Daily Point of Light # 1566 Feb 3, 2000

Maurine Roller is an employee of Curtis & Associates, Inc., a corporation whose mission is to help people who are receiving government assistance to achieve and sustain self-sufficiency. The company encourages its employees to help others through community service. Roller’s service is outside of her responsibilities to her employer, yet Curtis & Associates gives its blessing to her endeavor.

Roller has recently begun her third year of teaching job seeking, job retention, and life management skills to uneducated and undereducated adults in the community. Her work is strictly voluntary, and she has adamantly refused any remuneration, insisting that available funds be used for the benefit of the students. Her service began in the 1996-97 school year, when she initiated a plan with the Adult Basic Education program to strengthen students’ job readiness and life skills through educational workshops.

Roller works with students who are “at-risk.” Many are from home environments that are dysfunctional in the most severe sense, and many are also filled with abuse. The students must overcome many emotional, social and educational obstacles before they can hope to find and keep a job that will sustain them. Roller offers them hope and encouragement through her educational workshops. She has a no-nonsense, effective, and realistic plan for students to move to productive employment. She also addresses social skills needed to maximize their chances for self-sufficiency and independence.

For the past three years, Roller has designed and taught workshops that are held weekly at the Adult Learning Center. They are concrete, hands-on, interactive sessions geared specifically to the needs of the students. She tells it like it is and faces the problems head-on to assist students in determining possible solutions to their predicaments. Throughout her session, she draws on area resources by involving other volunteers in the training, such as employers and other community employees.

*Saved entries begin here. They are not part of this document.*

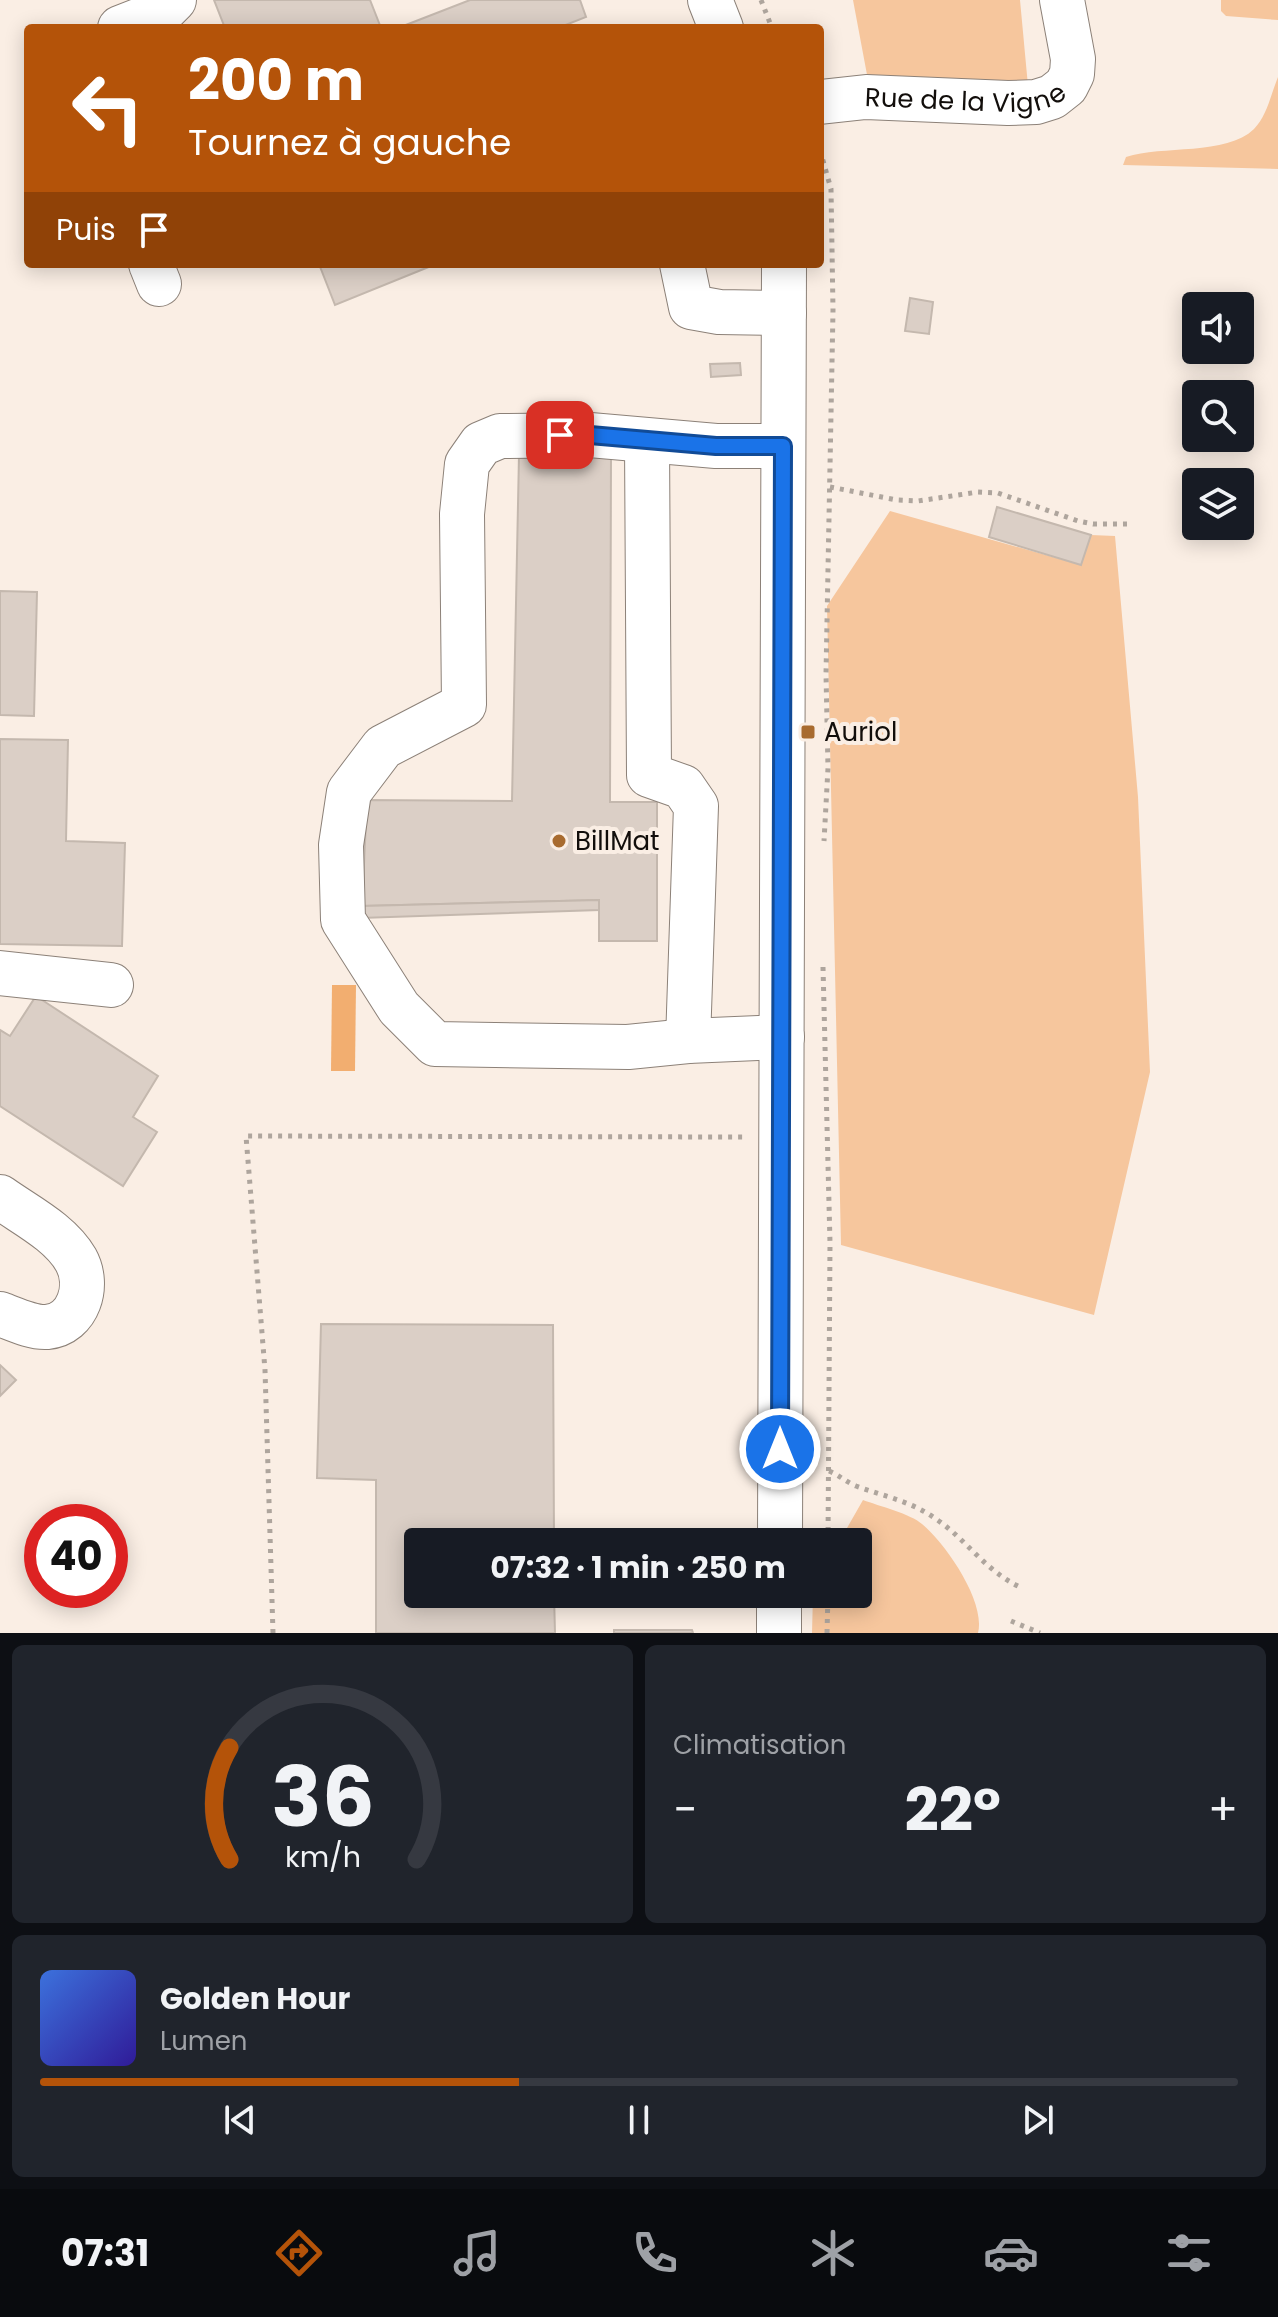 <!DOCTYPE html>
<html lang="fr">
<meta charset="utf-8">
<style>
:root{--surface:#171b24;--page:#20242c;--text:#f1f3f6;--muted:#9ea1a6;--line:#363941;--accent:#b45309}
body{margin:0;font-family:Poppins,sans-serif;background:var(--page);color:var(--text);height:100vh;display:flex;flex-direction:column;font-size:30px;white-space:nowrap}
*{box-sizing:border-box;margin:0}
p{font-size:26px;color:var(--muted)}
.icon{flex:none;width:44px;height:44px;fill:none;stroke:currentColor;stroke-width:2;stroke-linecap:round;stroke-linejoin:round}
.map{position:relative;height:1633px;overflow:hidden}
.side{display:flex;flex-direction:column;gap:12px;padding:12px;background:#0d0f14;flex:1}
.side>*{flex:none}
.banner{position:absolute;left:24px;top:24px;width:800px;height:244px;border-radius:8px;box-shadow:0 4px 20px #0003;background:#b45309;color:#fff;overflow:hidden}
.fabs{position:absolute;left:1182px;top:292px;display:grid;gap:16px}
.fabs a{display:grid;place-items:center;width:72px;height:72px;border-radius:8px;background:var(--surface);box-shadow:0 4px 20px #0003;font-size:40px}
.speed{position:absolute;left:24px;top:1504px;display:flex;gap:16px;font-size:40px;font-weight:700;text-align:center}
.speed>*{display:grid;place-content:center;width:104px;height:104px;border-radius:50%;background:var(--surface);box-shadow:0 4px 20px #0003;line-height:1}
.speed .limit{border:12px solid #d22;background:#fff;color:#111}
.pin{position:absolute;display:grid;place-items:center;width:68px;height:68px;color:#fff;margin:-34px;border-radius:16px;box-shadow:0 4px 12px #0006}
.me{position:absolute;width:88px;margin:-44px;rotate:0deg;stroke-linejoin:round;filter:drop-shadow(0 0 6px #0008)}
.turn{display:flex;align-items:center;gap:28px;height:168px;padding:0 32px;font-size:36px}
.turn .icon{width:104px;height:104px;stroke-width:2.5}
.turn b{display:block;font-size:56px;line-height:68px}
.then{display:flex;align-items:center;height:76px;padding:0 32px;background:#0003;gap:16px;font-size:30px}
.big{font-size:60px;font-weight:700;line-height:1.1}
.side .widget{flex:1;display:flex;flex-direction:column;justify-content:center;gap:12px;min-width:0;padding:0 28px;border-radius:12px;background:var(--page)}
.side .dial{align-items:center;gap:0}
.dial svg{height:208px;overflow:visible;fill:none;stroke:var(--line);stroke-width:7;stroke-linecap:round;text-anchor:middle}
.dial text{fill:var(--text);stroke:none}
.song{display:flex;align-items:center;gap:24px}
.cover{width:96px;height:96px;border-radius:12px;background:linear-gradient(135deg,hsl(220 70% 55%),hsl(250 70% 35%))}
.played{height:8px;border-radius:4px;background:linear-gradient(90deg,var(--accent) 40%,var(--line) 40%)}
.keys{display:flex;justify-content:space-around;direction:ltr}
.heat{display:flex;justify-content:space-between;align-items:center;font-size:44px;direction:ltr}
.side .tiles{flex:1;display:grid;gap:12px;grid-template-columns:1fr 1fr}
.widget:last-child{grid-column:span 2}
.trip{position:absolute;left:404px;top:1528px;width:468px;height:80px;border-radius:8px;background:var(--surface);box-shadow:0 4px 20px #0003;font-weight:700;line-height:80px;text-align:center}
.dock{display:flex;height:128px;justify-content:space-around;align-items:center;background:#090b0e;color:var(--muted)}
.dock .icon{width:56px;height:56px}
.dock .active{color:var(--accent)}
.dock b{font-size:36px;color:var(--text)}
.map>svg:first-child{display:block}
.green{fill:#f6c69d}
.water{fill:#f2ae70}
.building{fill:#dbcfc6;stroke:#c4b8ae;stroke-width:2}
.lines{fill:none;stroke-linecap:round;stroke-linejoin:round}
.minor-casing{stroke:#8c8178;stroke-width:46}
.path{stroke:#aea59d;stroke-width:5;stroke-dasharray:4 6;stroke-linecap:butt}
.minor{stroke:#fff;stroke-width:44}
.route-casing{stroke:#114b97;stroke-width:20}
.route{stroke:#1a73e8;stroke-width:14}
.poi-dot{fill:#a86b2f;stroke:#faeee4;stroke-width:3}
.labels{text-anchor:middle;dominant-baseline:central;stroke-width:8;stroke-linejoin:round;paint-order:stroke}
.street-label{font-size:26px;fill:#120e0b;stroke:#faeee4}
.poi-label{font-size:26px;fill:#120e0b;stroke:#faeee4;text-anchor:start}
</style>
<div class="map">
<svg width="1278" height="1633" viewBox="0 0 1278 1633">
<rect width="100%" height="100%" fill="#faeee4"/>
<g class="green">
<polygon points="853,0 1020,0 1028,86 868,80"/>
<polygon points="1221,0 1278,0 1278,20 1226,16 1221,11"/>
<path d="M1278 77V169L1123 165 1126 157C1162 145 1226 156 1254 129 1267 116 1271 94 1278 77Z"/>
<polygon points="890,511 1081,565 1091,535 1115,536 1138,797 1150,1072 1094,1315 841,1245 827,606"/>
<path d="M863 1500C879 1506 911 1514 922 1524 946 1544 986 1602 978 1633H812L813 1594H858V1542H839Z"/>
</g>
<polygon class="water" points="332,985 356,985 355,1071 331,1071"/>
<g class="building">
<polygon points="214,0 370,0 381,28 225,28"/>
<polygon points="470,0 580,0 586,17 558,28 398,28"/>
<polygon points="319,264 436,264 335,305"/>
<polygon points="910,298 933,302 929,334 905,331"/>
<polygon points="740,363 741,375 711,377 710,364"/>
<polygon points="611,454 610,802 657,802 657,941 599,941 599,900 362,906 367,800 512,801 519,455"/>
<polygon points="997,507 1091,535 1081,565 989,537"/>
<polygon points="0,591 37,592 34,716 0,715"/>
<polygon points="0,739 68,740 66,841 125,843 122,946 0,944"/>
<polygon points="599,900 599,910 361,918 362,906"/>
<polygon points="36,996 158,1076 133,1117 157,1132 123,1186 0,1106 0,1030 10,1036"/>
<polygon points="321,1324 553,1325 554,1542 418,1542 418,1594 554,1594 555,1633 376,1633 376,1480 317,1478"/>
<polygon points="0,1365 16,1380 0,1396"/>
<polygon points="614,1630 692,1630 693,1633 614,1633"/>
</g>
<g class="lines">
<g class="minor-casing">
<g id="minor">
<polyline points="710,0 721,28"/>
<polyline points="120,28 163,11 174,0"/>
<path id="s1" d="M820 102 866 97 1008 103 1036 102 1052 97 1066 86 1072 74 1073 59 1062 0"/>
<polyline points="151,264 159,284"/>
<polyline points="682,264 691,307 719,312 784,313"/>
<polyline points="647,441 649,775 683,787 696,806 688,1041"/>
<polyline points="0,973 111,985"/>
<polyline points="782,1037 688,1041 628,1047 435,1044 399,1008 343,920 341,845 349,792 383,747 464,705 462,514 467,464 481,444 500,436 590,435 716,446 783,446"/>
<path d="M0 1197C25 1215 60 1232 76 1260 90 1285 79 1324 47 1327 32 1328 14 1319 0 1314"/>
<polyline points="780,1542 784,264"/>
<polyline points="779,1633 779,1594"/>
</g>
</g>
<g class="path">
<polyline points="761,0 772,28"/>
<polyline points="820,150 831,189 833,310 826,674 828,768 824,841"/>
<polyline points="830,487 897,500 918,501 978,492 998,493 1078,521 1093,524 1127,524"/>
<polyline points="823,967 830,1243 828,1542"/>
<path d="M829 1471C839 1475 846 1482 856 1486 883 1496 911 1501 936 1519 967 1540 986 1572 1022 1588"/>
<polyline points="1011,1621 1040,1633"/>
<polyline points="273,1633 265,1370 246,1136 743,1137"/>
<polyline points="827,1633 828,1594"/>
</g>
<use href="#minor" class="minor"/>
</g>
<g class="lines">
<g class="route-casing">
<polyline id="route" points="560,435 590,435 716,446 783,446 780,1449"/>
</g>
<use href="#route" class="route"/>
</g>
<g class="poi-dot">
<rect x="800" y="724" width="16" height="16" rx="4"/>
<circle cx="559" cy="841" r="8"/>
</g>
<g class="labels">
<g class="street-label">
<text stroke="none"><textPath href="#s1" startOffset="146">Rue de la Vigne</textPath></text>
</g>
<g class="poi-label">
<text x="824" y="732">Auriol</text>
<text x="575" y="841">BillMat</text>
</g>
</g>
</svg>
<div class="fabs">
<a><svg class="icon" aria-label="sound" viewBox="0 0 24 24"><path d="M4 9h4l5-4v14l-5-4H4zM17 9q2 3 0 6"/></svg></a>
<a><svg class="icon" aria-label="search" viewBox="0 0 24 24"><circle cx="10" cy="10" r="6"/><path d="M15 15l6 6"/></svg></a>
<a><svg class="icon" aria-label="layers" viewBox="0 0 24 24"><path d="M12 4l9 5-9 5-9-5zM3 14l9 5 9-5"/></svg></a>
</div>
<div class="speed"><div class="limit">40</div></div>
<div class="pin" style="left:560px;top:435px;background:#d93025"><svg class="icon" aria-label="arrive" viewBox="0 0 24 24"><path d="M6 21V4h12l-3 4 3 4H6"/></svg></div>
<svg class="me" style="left:780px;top:1449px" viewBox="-20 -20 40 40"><circle r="17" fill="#1a73e8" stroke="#fff" stroke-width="3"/><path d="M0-11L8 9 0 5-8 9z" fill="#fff"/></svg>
<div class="trip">07:32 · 1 min · 250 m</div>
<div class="banner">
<div class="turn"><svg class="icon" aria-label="left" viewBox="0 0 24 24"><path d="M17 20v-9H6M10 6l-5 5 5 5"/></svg><div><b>200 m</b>Tournez à gauche</div></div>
<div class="then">Puis<svg class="icon" aria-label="arrive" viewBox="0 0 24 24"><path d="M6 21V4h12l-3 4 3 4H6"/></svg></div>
</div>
</div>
<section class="side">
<div class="tiles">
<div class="widget dial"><svg viewBox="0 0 100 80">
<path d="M14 69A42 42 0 1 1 86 69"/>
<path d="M14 69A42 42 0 0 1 14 26" stroke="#b45309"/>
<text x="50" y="56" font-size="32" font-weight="700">36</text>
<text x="50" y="72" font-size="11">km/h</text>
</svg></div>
<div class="widget"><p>Climatisation</p>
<div class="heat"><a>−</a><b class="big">22°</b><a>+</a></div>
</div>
<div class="widget">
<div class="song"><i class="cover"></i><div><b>Golden Hour</b><p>Lumen</p></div></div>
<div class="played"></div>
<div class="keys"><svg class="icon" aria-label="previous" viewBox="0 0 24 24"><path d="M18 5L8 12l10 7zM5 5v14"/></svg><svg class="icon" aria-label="pause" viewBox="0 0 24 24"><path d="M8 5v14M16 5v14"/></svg><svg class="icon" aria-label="next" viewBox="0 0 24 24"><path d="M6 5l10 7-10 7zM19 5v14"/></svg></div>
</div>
</div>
</section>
<nav class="dock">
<b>07:31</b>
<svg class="icon active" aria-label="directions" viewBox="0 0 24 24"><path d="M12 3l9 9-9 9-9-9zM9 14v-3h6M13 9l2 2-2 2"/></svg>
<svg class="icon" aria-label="music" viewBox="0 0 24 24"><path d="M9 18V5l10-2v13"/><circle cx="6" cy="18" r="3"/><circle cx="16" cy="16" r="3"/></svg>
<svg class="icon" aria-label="phone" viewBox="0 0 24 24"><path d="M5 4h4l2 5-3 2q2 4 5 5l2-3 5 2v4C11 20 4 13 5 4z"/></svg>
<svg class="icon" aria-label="climate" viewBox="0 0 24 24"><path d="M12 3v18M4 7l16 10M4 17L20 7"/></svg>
<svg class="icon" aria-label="car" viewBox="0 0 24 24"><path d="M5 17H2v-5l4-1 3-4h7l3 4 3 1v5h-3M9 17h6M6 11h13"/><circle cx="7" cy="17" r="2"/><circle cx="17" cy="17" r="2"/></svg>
<svg class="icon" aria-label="filters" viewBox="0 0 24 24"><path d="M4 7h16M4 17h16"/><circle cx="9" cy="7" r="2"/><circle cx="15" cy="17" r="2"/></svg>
</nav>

The partnership that Roller developed with Adult Basic Education has reached more than 300 students to date. As a result of her efforts, many students who might have had to apply for government assistance have developed the necessary skills to find employment and become financially independent. Many of her students are now working in the immediate or neighboring communities. Other students have gone on to advanced learning situations, trying to secure more marketable employment skills.